Rather than opening with Salman’s character Sultan, the film begins with the financial troubles of a failing Indian mixed martial arts league. The league founder, Aakash (Amit Sadh, who deserves more attention in Bollywood), lacked the foresight to include any Indian fighters in his Indian fighting league, and he gets six months to boost audience interest before his investors pull the plug.
Aakash’s dad weirdly touts the superiority of Indian moral values before recalling an impressive wrestler named Sultan he saw up north about eight years ago. Aakash heads to Haryana, only to find that his father’s legendary wrestler is now a pot-bellied forty-something working a desk job at the water department.
Sultan’s friend Govind (the reliable Anant Sharma) gives Aakash the scoop on why his buddy quit wrestling. The flashback showing Sultan’s sporting career and his romance with fellow wrestler Aarfa (Anushka Sharma) is the most typical Salman Khan portion of the film. Young Sultan is an aimless prankster who’s nevertheless beloved by all, with no marriage prospects even though he’s “pushing thirty.” He meets Aarfa, who smacks him around for bumping into her, and immediately falls in love with her beauty and spunky attitude. She says she’s not interested, but he pursues her anyway.
This flashback section — which takes up the first hour — is the worst part of the film. Salman is long past the age where he can convincingly play a brat. His attempts to keep up with the younger cast members either in a footrace or on the dance floor make him look slow and heavy. Sultan’s father’s grey hair can’t disguise the fact that the two men look more like brothers than father and son.
The flashback seems designed to reassure ardent Salman fans who prefer him in this avatar before the un-Salman-like plot turns to come. Salman’s celluloid enemies are almost always external, be they villains or just obstacles in his way. Salman’s characters are morally perfect from the get go, so no character growth is required to conquer said obstacles.
Not so in Sultan. Aarfa calls Sultan out for being a presumptuous deadbeat, prompting him to realize the he needs to work to win not only the respect of others, but also himself. He pours his heart into wrestling and becomes a champion, but success brings other pitfalls. Sultan fails to appreciate the difference between confidence and arrogance, resulting in a tragedy for which he is solely responsible.

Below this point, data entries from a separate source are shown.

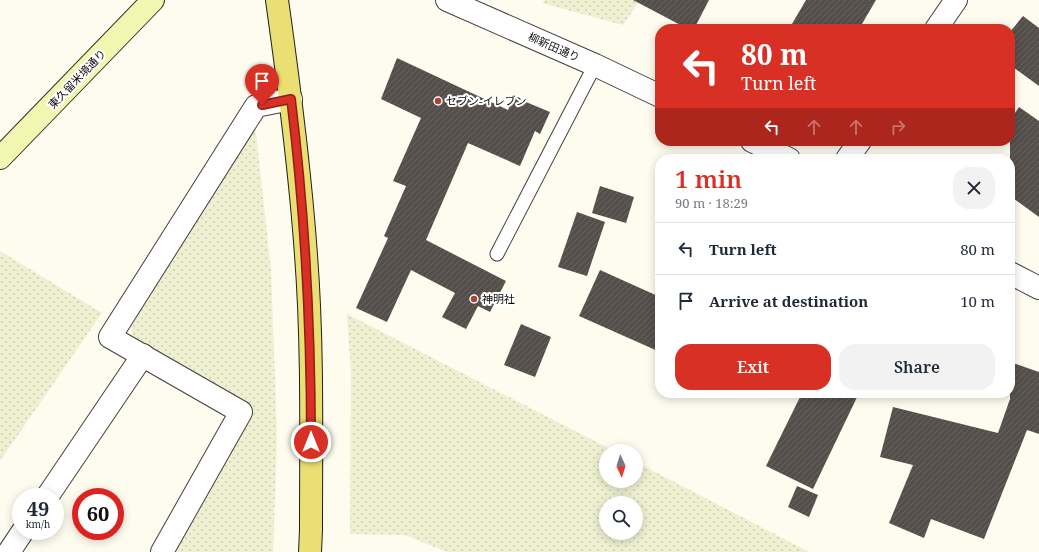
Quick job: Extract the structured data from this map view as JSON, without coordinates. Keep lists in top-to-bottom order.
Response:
{
  "streets": {
    "street": ["柳新田通り", "東久留米境通り"]
  },
  "places": ["セブン-イレブン", "神明社"],
  "north": "bottom",
  "page": {
    "turn": ["80 m", "Turn left"],
    "heading": ["1 min", "90 m · 18:29"],
    "list": [
      {
        "name": "Turn left",
        "value": "80 m"
      },
      {
        "name": "Arrive at destination",
        "value": "10 m"
      }
    ],
    "buttons": ["Exit", "Share"],
    "speed": "49 km/h",
    "limit": "60"
  }
}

When present-day Sultan joins Aakash’s MMA league, he does so with loftier goals than personal glory. Sultan’s presence by no means guarantees the league’s success. Not only is the former champ out of shape physically, he’s emotionally deflated as well. His new coach (Randeep Hooda) takes one look at Sultan’s haunted expression and says, “I don’t train dead people.”
But train him he does, in an entertaining montage that sets the stage for some cool fight scenes. All the fights in the MMA tournament look really good, a huge leap forward since last year’s disappointing Bollywood MMA flick Brothers.
Probably the single best bit of acting I’ve ever seen from Salman comes as a washed-up Sultan confronts the man he’s become. He stands shirtless in front of the mirror looking at his paunch, and tears fill his eyes. Frustrated and sobbing, he struggles to put his arm through the sleeve of his shirt, desperate to cover himself. It’s a scene that could not exist in most of Salman’s recent films, in which his character is always perfect, always the superman.
Zafar brings out the best in Salman on screen, yet the superstar’s off-screen persona is never fully out of mind while watching the film. When Aarfa’s father speaks with his daughter about Sultan and says: “Even God forgives one mistake,” one can’t help but wonder if this is also a plea to the audience on behalf of the real-life star (who couldn’t avoid trouble even while promoting this very movie).
Aarfa is one of the highlights of the film. She’s a fully realized character, with hopes and dreams independent of Sultan. When she makes compromises for the sake of their relationship, they feel like reasoned decisions and not the inevitable reduction of a woman’s roles to wife and/or mother. Sharma’s tough act is spot on.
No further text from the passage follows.